Update @ 14:48 24/09/20: For customers who have created their own DNS/NS records for their domain, then please use 185.53.57.60 in place of 149.255.60.9 and 185.53.57.130 in place of 149.255.60.10. Please don't get confused as to what replaces what! Where possible our engineers we are updating custom name server records from our end to reduce required customer intervention.

Update @ 14:51 24/09/20: Please also note that all our support ticket systems are working via e-mail - if you have any trouble with accessing the Client Portals then just send a request to the support address.
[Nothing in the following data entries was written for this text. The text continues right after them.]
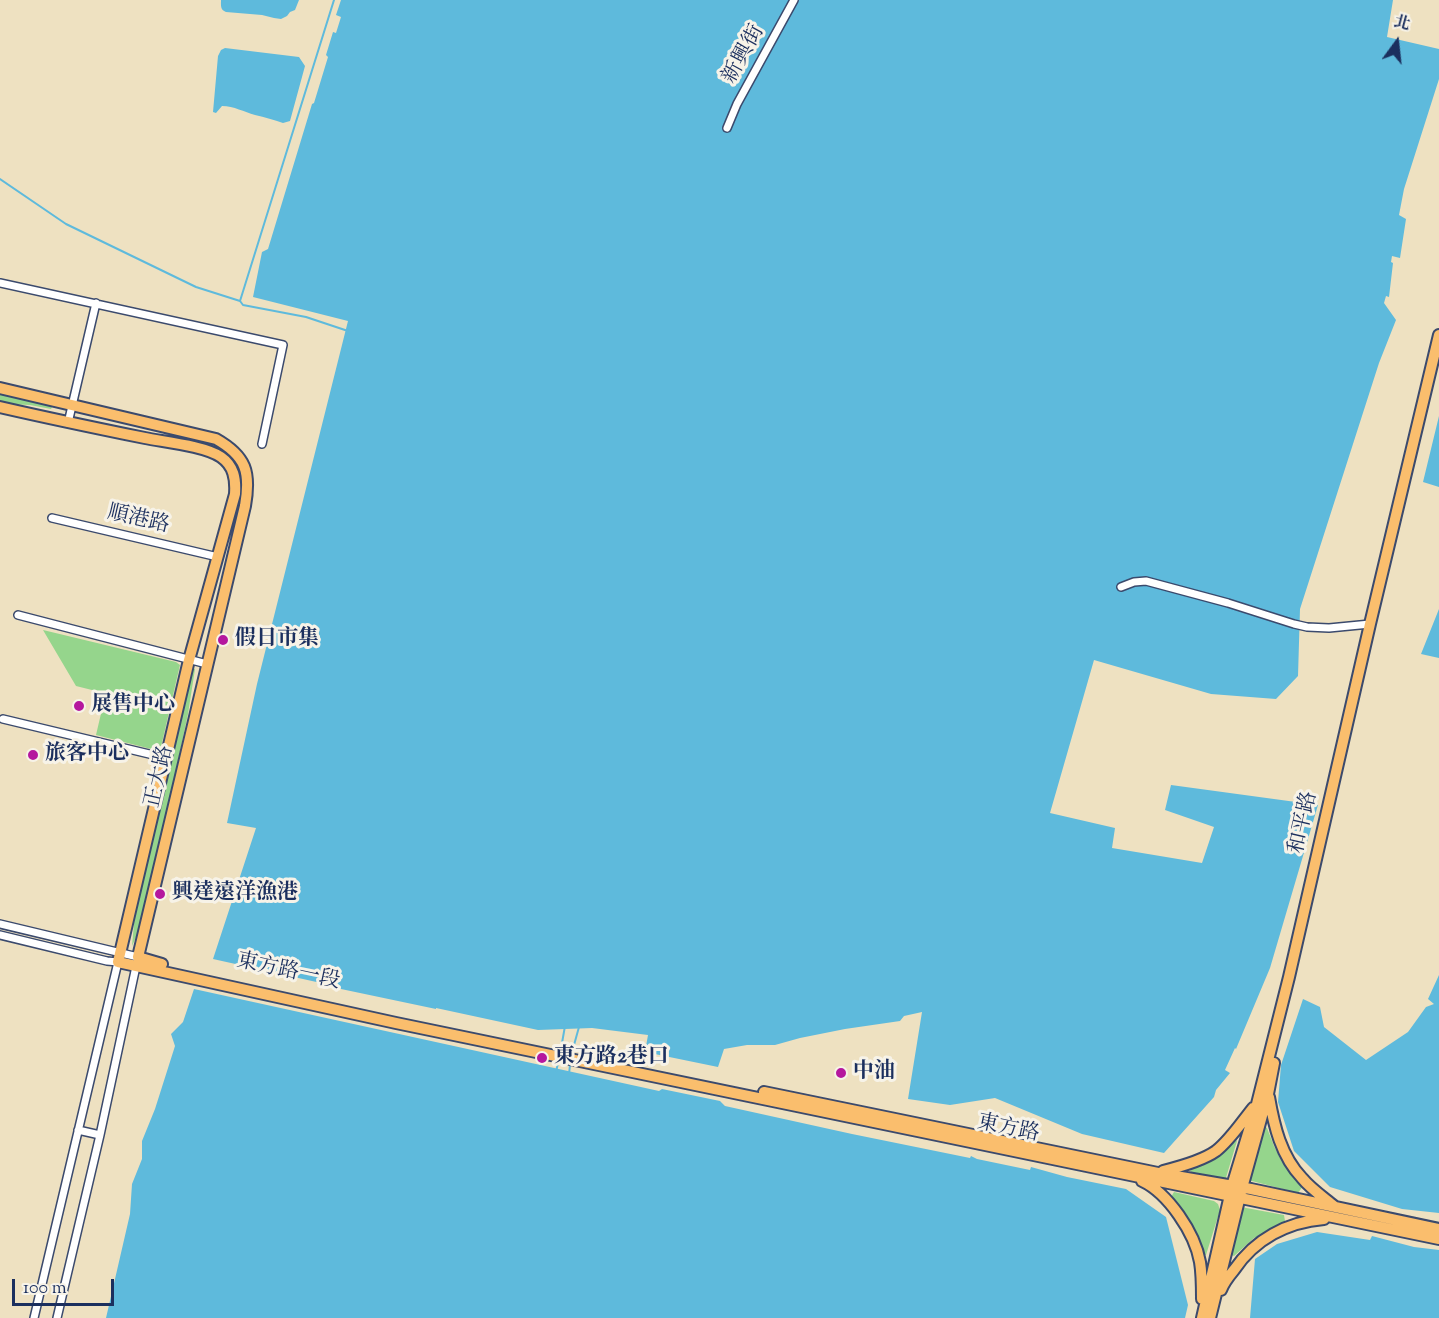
<!DOCTYPE html>
<html>
<head>
<meta charset="utf-8">
<style>
  body { margin:0 }
  #map { position:relative; width:1439px; height:1318px; overflow:hidden; background:#eee1c1; font-family:"Sorts Mill Goudy","Noto Serif TC",serif }
  canvas { display:block }
  .north { position:absolute; left:1367px; top:12px; width:60px; height:60px; -webkit-text-stroke:4px #f7f3e8; paint-order:stroke; rotate:15deg; font-size:16px; font-weight:700; line-height:24px; text-align:center; color:#1b2f5e }
  .north::after { content:''; display:block; margin:auto; width:21px; height:27px; background:#1b2f5e; clip-path:polygon(50% 0,100% 100%,50% 72%,0 100%) }
  .scale { position:absolute; left:12px; top:1279px; width:102px; height:27px; box-sizing:border-box; border:3px solid #1b2f5e; border-top:0; padding-left:8px; font-size:18px; line-height:21px; white-space:nowrap; color:#1b2f5e; -webkit-text-stroke:4px #f7f3e8; paint-order:stroke }
</style>
</head>
<body>
<div id="map">
<canvas width="1439" height="1318"></canvas>
<div class="north">北</div>
<div class="scale">100 m</div>
</div>
<script>
const context = document.querySelector('canvas').getContext('2d');
context.lineJoin = 'round';
function fill(path, color) { context.fillStyle = color; context.fill(path, 'evenodd'); }
function strokePath(path, color, width, dash) { context.strokeStyle = color; context.lineWidth = width; context.lineCap = dash ? 'butt' : 'round'; context.setLineDash(dash || []); context.stroke(path); }
function label(font, color, halo, rows, align = 'center') {
  context.font = font + ' "Sorts Mill Goudy","Noto Serif TC",serif'; context.lineWidth = 6; context.setLineDash([]); context.textBaseline = 'middle'; context.strokeStyle = halo; context.fillStyle = color; for (const [text, x, y, turn = 0] of rows) {
    context.save(); context.translate(x, y); context.rotate((+turn || 0) * Math.PI / 180); context.textAlign = isNaN(turn) ? turn : align; if (halo) context.strokeText(text, 0, 0); context.fillText(text, 0, 0); context.restore();
  }
}
fill(new Path2D(`
  M0,391L24,397L52,407L51,409L30,405L7,404L0,402Z
  M43,630L176,662L180,665L161,747L159,750H155L96,735L103,705L96,691L76,686Z
  M192,668L195,669L188,714L146,909L140,928L132,946L136,901Z
  M1263,1125L1267,1128L1274,1146L1282,1162L1292,1176L1303,1186L1298,1193L1248,1180Z
  M1234,1137L1237,1141L1225,1181L1192,1174L1190,1170L1214,1156Z
  M1174,1192L1214,1201L1218,1204L1220,1210L1206,1255L1203,1256L1171,1197Z
  M1241,1207L1284,1215L1285,1221L1283,1224L1254,1238L1234,1256L1229,1254Z`), '#95d58c');
fill(new Path2D(`
  M221,0H299L295,10L290,12L287,16L281,19L274,18L262,15L226,12C220,10 221,5 221,0Z
  M341,0H1393L1387,37L1439,49V79L1404,189L1399,215L1406,219L1400,258L1392,256L1391,262L1393,263L1389,297L1386,296L1384,303L1396,320L1379,363L1300,609L1298,676L1276,699L1211,694L1094,660L1050,813L1115,828L1112,848L1202,863L1214,827L1165,810L1171,785L1318,805L1270,968L1236,1049L1235,1048L1225,1070L1230,1073L1216,1090L1214,1097L1164,1153L1082,1134L995,1098L950,1105L908,1099L922,1012L904,1016L900,1021L845,1029L800,1038L775,1045H747L724,1049L718,1067L645,1052L648,1035L592,1028L538,1030L436,1008V1009L322,985L321,983L213,959L256,828L227,823L257,684L348,321L253,297L262,252L268,249L312,104L314,103L328,57L326,55L333,32L336,33L341,17L336,15Z
  M225,48L299,57L305,66L290,121L283,123C274,120 265,117 255,115C244,112 234,106 222,106L216,113L213,112L218,56L221,50Z
  M1439,416V487L1423,482Z
  M1439,609V658L1421,654Z
  M1439,975V1213L1402,1209L1330,1187L1294,1151L1278,1102L1281,1065L1303,999L1320,1007L1324,1027L1366,1060L1408,1032L1426,1007L1434,1004L1428,999Z
  M194,989L659,1091L662,1089L720,1101L725,1106L852,1134L970,1158L971,1156L977,1159L1030,1170L1031,1167L1067,1177L1126,1189L1166,1217L1188,1305L1185,1318H106L130,1214L132,1184L142,1159V1141L155,1109L175,1046L171,1034L183,1022Z
  M1317,1232L1370,1240L1372,1236L1414,1247L1439,1250V1318H1250L1255,1259L1277,1244Z`), '#5ebadc');
strokePath(new Path2D(`
  M0,179L66,224L196,287L240,301L243,305L306,317L348,331
  M240,301L334,0
  M562,1043L565,1026
  M574,1045L579,1027
  M556,1072L558,1063
  M569,1074L570,1065`), '#5ebadc', 2);
const street = new Path2D(`
  M727,128L737,104L794,0
  M0,283L283,345L262,444
  M68,423L96,303
  M52,518L218,557
  M1121,587L1134,582L1146,581L1228,603L1294,624L1307,627L1329,628L1370,624
  M18,615L207,664
  M3,719L166,758
  M0,924L138,957L100,1135L57,1318
  M0,935L107,961L118,962L34,1318
  M78,1130L100,1135`);
const primary = new Path2D(`
  M0,388L216,439C246,456 251,472 245,506L138,957L162,964
  M0,407C48,418 96,428 145,438C165,442 205,446 221,457C234,466 236,479 235,494L189,660L118,962L396,1023L1439,1239
  M764,1092L1158,1173L1251,1189L1439,1229
  M1269,1097C1274,1126 1281,1156 1302,1178C1311,1189 1323,1197 1334,1206
  M1163,1171C1179,1167 1202,1161 1216,1151C1230,1140 1241,1123 1253,1108
  M1142,1181C1168,1193 1195,1233 1200,1262C1202,1274 1202,1287 1202,1299
  M1221,1290C1224,1282 1229,1276 1234,1270C1255,1239 1287,1222 1324,1219
  M1202,1318L1232,1186L1257,1104L1289,977L1370,624L1439,335
  M1210,1318L1242,1188L1268,1094L1274,1063`);
strokePath(street, '#3b4a6d', 10);
strokePath(primary, '#3b4a6d', 14);
strokePath(street, '#fff', 7);
strokePath(primary, '#fabe6d', 10);
for (const [x, y, r, color] of [
  [223,640,6,"#b5179e"],
  [79,706,6,"#b5179e"],
  [33,755,6,"#b5179e"],
  [160,894,6,"#b5179e"],
  [542,1058,6,"#b5179e"],
  [841,1073,6,"#b5179e"]
]) { const dot = new Path2D(); dot.arc(x, y, r, 0, 2 * Math.PI); context.fillStyle = color; context.fill(dot); strokePath(dot, '#f7f3e8', 2); }
label('21px', '#1b2f5e', '#f7f3e8', [
  ["新興街",745,55,-61],
  ["順港路",138,521,13],
  ["正大路",161,777,-77],
  ["和平路",1305,823,-77],
  ["東方路一段",288,973,12],
  ["東方路",1008,1130,12]
]);
label('bold 21px', '#1b2f5e', '#f7f3e8', [
  ["假日市集",235,640],
  ["展售中心",91,706],
  ["旅客中心",45,755],
  ["興達遠洋漁港",172,894],
  ["東方路2巷口",554,1058],
  ["中油",853,1073]
], 'left');
</script>
</body>
</html>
Update @ 12:00 25/09/20: The attack against our prior DNS services ceased around 01:00 and has not yet restarted, so these are now answering queries again - which is helping propagation where it has not already happened. We will not be reverting the change to the ns1.* servers, and most issues which we are dealing with are DNS related. All servers are serving data, and traffic appears to be what would be expected on a Friday. Our apologies for any unanswered live chat and phone calls, please raise any issues via ticket either through the relevant client portal or e-mailing the relevant support address. Engineers are actively triaging and dealing with tickets.
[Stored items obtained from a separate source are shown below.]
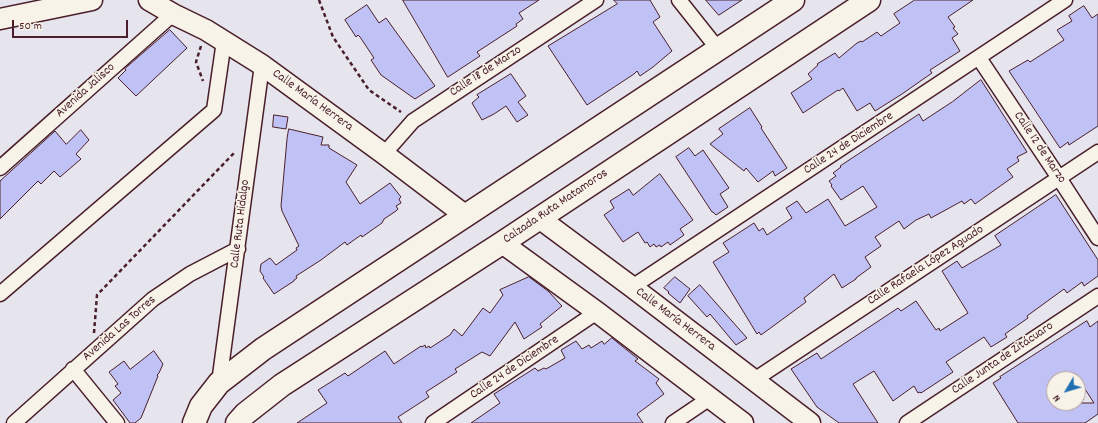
<!DOCTYPE html>
<html>
<head>
<meta charset="utf-8">
<style>
  body { margin:0 }
  #map { position:relative; width:1098px; height:423px; overflow:hidden; background:#e6e4ec; font-family:Dekko,sans-serif }
  canvas { display:block }
  .north { position:absolute; left:1046px; top:371px; width:40px; height:40px; box-sizing:border-box; background:#f7f3e8; border:1px solid #b29e9c; border-radius:50%; rotate:232deg; font-size:11px; font-weight:700; line-height:16px; text-align:center; color:#4a1f2b }
  .north::after { content:''; display:block; margin:auto; width:14px; height:18px; background:#1f6fb2; clip-path:polygon(50% 0,100% 100%,50% 72%,0 100%) }
  .scale { position:absolute; left:12px; top:20px; width:116px; height:18px; box-sizing:border-box; border:2px solid #4a1f2b; border-top:0; padding-left:5px; font-size:12px; line-height:14px; white-space:nowrap; color:#4a1f2b; -webkit-text-stroke:3px #f7f3e8; paint-order:stroke }
</style>
</head>
<body>
<div id="map">
<canvas width="1098" height="423"></canvas>
<div class="north">N</div>
<div class="scale">50 m</div>
</div>
<script>
const ctx = document.querySelector('canvas').getContext('2d');
ctx.lineJoin = 'round';
function paint(path, color) { ctx.fillStyle = color; ctx.fill(path, 'evenodd'); }
function stroke(path, color, width, dash) { ctx.strokeStyle = color; ctx.lineWidth = width; ctx.lineCap = dash ? 'butt' : 'round'; ctx.setLineDash(dash || []); ctx.stroke(path); }
function drawText(font, color, halo, rows, align = 'center') {
  ctx.font = font + ' Dekko,sans-serif'; ctx.lineWidth = 3; ctx.setLineDash([]); ctx.textBaseline = 'middle'; ctx.strokeStyle = halo; ctx.fillStyle = color; for (const [text, x, y, turn = 0] of rows) {
    ctx.save(); ctx.translate(x, y); ctx.rotate((+turn || 0) * Math.PI / 180); ctx.textAlign = isNaN(turn) ? turn : align; if (halo) ctx.strokeText(text, 0, 0); ctx.fillText(text, 0, 0); ctx.restore();
  }
}
const building = new Path2D(`
  M403,0H539L519,13L523,19L516,24L517,26L477,52L480,56L448,77Z
  M614,0H650L660,17L653,22L672,51L653,67L640,76L637,71L634,74L587,105L548,46L617,4Z
  M706,0H742L719,15Z
  M915,0H973L948,17L955,27L953,28L958,34L952,38L960,51L930,70L932,73L902,94L875,111L870,103L857,111L843,88L839,91L838,90L803,113L791,93L812,79L808,74L818,65L817,64L835,53L839,58L857,43L861,41L862,42L877,32L881,36L900,23L894,14Z
  M367,5L379,23L386,18L435,86L415,99L381,75L371,60L374,58L360,37L358,35L356,37L345,20Z
  M1084,6L1092,18L1098,14V126L1069,145L1068,142L1060,148L1009,71L1028,60L1030,62L1064,40L1057,30L1072,21L1069,16Z
  M170,30L187,48L136,96L118,78L126,70L125,69Z
  M511,74L526,96L518,102L528,115L517,122L506,106L494,114L482,120L472,103L479,97L477,95Z
  M981,80L1027,152L1017,157L1019,161L1007,169L1013,177L975,204L971,199L964,204L962,201L931,218L929,214L916,220L904,229L899,221L875,237L881,246L865,257L871,267L856,278V279L842,288L834,274L804,298L806,302L761,335L759,332L757,334L713,262L729,252L723,243L754,223L759,231L763,228L767,235L792,218L786,208L797,201L806,213L828,199L845,226L877,207L863,186L841,200L831,186L832,185L829,181L836,176L833,173L841,167L840,166L919,114L923,121L952,102Z
  M750,108L762,127L761,128L787,168L775,176L773,171L758,182L746,168L744,171L710,144L723,134L719,129Z
  M274,115L288,117L286,129L273,127Z
  M289,129L323,137L321,145H329V148L357,165L346,182L360,204L390,183L401,197L399,199L401,203L396,206L398,209L396,211L384,219L382,223L362,237L361,235L347,245L345,242L321,260L296,276L297,278L294,280V281L274,294L263,278L264,277L260,271L261,264L270,258L276,265L297,250L296,248L299,246L282,211L281,206L287,139Z
  M81,130L89,140L76,154L81,159L60,177L54,171L41,184L38,181L0,219V181L55,131L66,144Z
  M689,148L695,156L703,150L729,188L720,194L728,207L716,215L713,212H712L676,157Z
  M660,174L693,220L680,229L684,235L670,245L668,242L661,247L660,245L656,247L654,244L650,247L647,242L645,243L638,232L623,242L604,215L614,208L610,201L629,189L633,195Z
  M1056,195L1098,260V276L1084,286L1082,282L1067,293L1064,289L1027,316L1028,318L1005,334L1007,337L991,347L984,337L946,362L953,372L921,393L920,392L918,393L914,386L893,401L874,371L853,384L878,423H839L817,407L791,369L817,353L821,359L898,308L901,311L916,301L936,330L939,328L940,331L968,313L942,271L957,261L962,268L1001,245L995,236Z
  M529,277L548,291L562,306L540,324L542,327L524,339L515,322L490,356L482,352L455,369L457,372L426,392L429,397L398,417L402,423H297L327,403L318,390L345,373L348,376L385,351L394,364L421,346L422,347L425,345L426,348L429,346L430,348L450,335L454,329L462,336L483,308L490,313L503,295L500,290Z
  M675,277L690,289L680,303L668,293L669,292L664,288Z
  M700,285L747,338L736,345L710,314L707,317L688,296Z
  M1087,321L1090,327L1098,321V414L1085,423H1018L993,383L1001,378L1000,377ZM1075,374L1094,403H1054V379H1065Z
  M612,338L638,359L635,361L659,379L656,383L664,394L637,414L643,423H471L500,403L494,394L535,368L538,371L544,368L546,369L565,358L561,350L576,341L582,349L589,345L591,348L602,341L604,344Z
  M154,351L163,364L159,373L157,375L158,376L141,418L135,423H130L113,400L121,393L115,386L118,384L109,372L124,361L130,369Z`);
const path = new Path2D(`
  M319,0L333,37L369,90L401,112
  M201,46L196,62L203,81
  M94,333L97,295L235,152`);
const street = new Path2D(`
  M679,0L718,49
  M979,58L1059,178L1098,238
  M384,154L413,121L596,0
  M0,168L173,14
  M632,287L1065,0
  M0,294L214,110L224,41
  M73,369L117,423
  M754,380L1098,152
  M219,383L262,65
  M14,423L153,299L190,274L238,249
  M433,423L597,312
  M673,423L710,398
  M907,423L1098,296`);
const secondary = new Path2D(`
  M149,0L173,14L206,30L262,65L384,154L466,216
  M0,19L92,0
  M539,218L632,287L810,423
  M502,243L597,312L743,423`);
const primary = new Path2D(`
  M194,423L201,406L219,383L263,349L793,0
  M237,423L245,414L282,385L502,243L869,0`);
const streetNames = [
  ["Calle 18 de Marzo",486,72,-33],
  ["Avenida Jalisco",86,91,-42],
  ["Calle María Herrera",312,101,36],
  ["Calle 24 de Diciembre",849,144,-33],
  ["Calle 12 de Marzo",1039,148,56],
  ["Calzada Ruta Matamoros",556,207,-34],
  ["Calle Ruta Hidalgo",241,224,-83],
  ["Calle Rafaela López Aguado",926,266,-33],
  ["Calle María Herrera",675,320,37],
  ["Avenida Las Torres",120,329,-41],
  ["Calle Junta de Zitácuaro",1003,359,-34],
  ["Calle 24 de Diciembre",515,368,-34]
];
paint(building, '#c0c2f5');
stroke(building, '#4a1f2b', 1);
stroke(street, '#4a1f2b', 17);
stroke(secondary, '#4a1f2b', 23);
stroke(primary, '#4a1f2b', 25);
stroke(path, '#4a1f2b', 2.5, [4, 3]);
stroke(street, '#f7f3e8', 14);
stroke(secondary, '#f7f3e8', 20);
stroke(primary, '#f7f3e8', 22);
drawText('13px', '#4a1f2b', '#f7f3e8', streetNames);
</script>
</body>
</html>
Update @ 12:12 25/09/20: There is a little confusion about the new DNS servers when speaking to people, so can we please confirm / emphasize:

For Unlimited Web Hosting UK, your NS servers should be ns0.thundercloud.uk (149.255.60.1) and ns1.thundercloud.uk (185.53.57.60). If you are using custom name servers based on your domain, then please update these servers to use the IP addresses 149.255.60.1 and 185.53.57.60. 

For zFast, Relic Host, No-Wires, 1st DNS and Web Hosting Payments, your NS servers should be ns0.liveboxserver.uk (149.255.60.2) and ns1.liveboxserver.uk (185.53.57.130). If you are using custom name servers based on your domain, then please update these servers to use the IP addresses 149.255.60.2 and 185.53.57.130.

Update @ 15:30 25/09/20: The situation continues to be stable. We will shortly move zfast.co.uk and the other sites to a different location behind CloudFlare for additional security. We anticipate that the domain records will have updated worldwide by now, however if there is any remaining propagation then please wait for this to complete.

Update @ 20:00 25/09/20: The situation continues to be stable and no further DDoS activity has been observed since 01:00. We have completed the move of zFast, Relic Host, No-Wires, 1st DNS and Web Hosting Payments to a new location behind CloudFlare. We will be undertaking background tasks over the weekend, however these should have minimal customer impact. We will observe the situation over the weekend and Monday, and if there is no further activity then we issue a full fault report via e-mail thereafter. We will update this status is there is any significant change.

Update @ 21:00 26/09/20: There has been no recurrence of the attack, and we have continued to fix up some features which were slightly broken due to the infrastructure changes (e.g. VPS control panel, blog redirection, etc). Observed traffic remains nominal for the weekend.